◆ WHAT YOU SHOULD DO: From the first line to the last, give the material again exactly, without the images.

◆ GIVEN MATERIAL:
[Start of section]
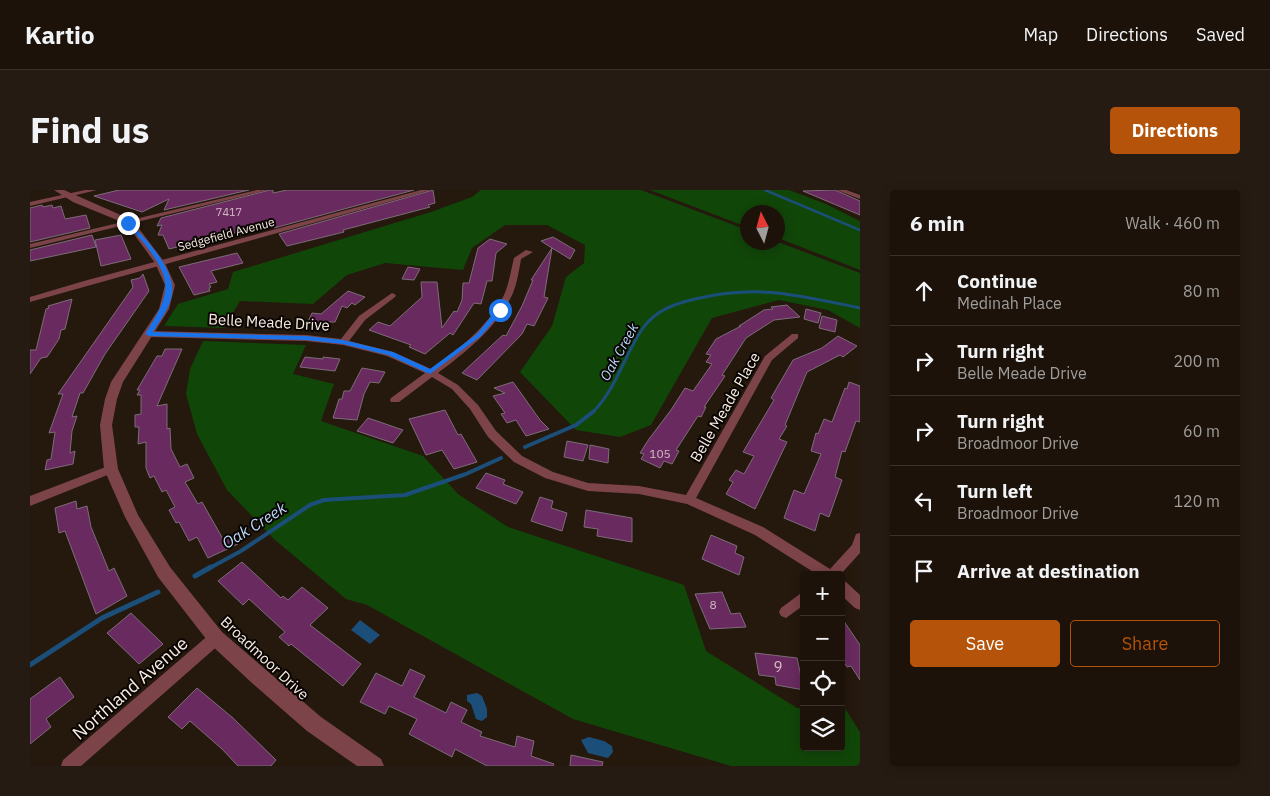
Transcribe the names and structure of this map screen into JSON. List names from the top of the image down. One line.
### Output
{"streets":{"street":["Sedgefield Avenue","Belle Meade Drive","Belle Meade Place","Broadmoor Drive","Northland Avenue"]},"crossings":[["Sedgefield Avenue","Broadmoor Drive"],["Belle Meade Drive","Belle Meade Place"],["Belle Meade Drive","Broadmoor Drive"],["Broadmoor Drive","Northland Avenue"]],"water":["Oak Creek"],"house_numbers":["7417","105","8","9"],"north":"top","page":{"header":"Kartio","nav":["Map","Directions","Saved"],"title":"Find us","buttons":["Directions",["Save","Share"]],"heading":["6 min","Walk · 460 m"],"list":[["Continue","Medinah Place","80 m"],["Turn right","Belle Meade Drive","200 m"],["Turn right","Broadmoor Drive","60 m"],["Turn left","Broadmoor Drive","120 m"],"Arrive at destination"],"map_buttons":["+","−"]}}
[End of section]
◆ WRITTEN RESPONSE:
Transcribe the names and structure of this map screen into JSON. List names from the top of the image down. One line.
### Output
{"streets":{"street":["Sedgefield Avenue","Belle Meade Drive","Belle Meade Place","Broadmoor Drive","Northland Avenue"]},"crossings":[["Sedgefield Avenue","Broadmoor Drive"],["Belle Meade Drive","Belle Meade Place"],["Belle Meade Drive","Broadmoor Drive"],["Broadmoor Drive","Northland Avenue"]],"water":["Oak Creek"],"house_numbers":["7417","105","8","9"],"north":"top","page":{"header":"Kartio","nav":["Map","Directions","Saved"],"title":"Find us","buttons":["Directions",["Save","Share"]],"heading":["6 min","Walk · 460 m"],"list":[["Continue","Medinah Place","80 m"],["Turn right","Belle Meade Drive","200 m"],["Turn right","Broadmoor Drive","60 m"],["Turn left","Broadmoor Drive","120 m"],"Arrive at destination"],"map_buttons":["+","−"]}}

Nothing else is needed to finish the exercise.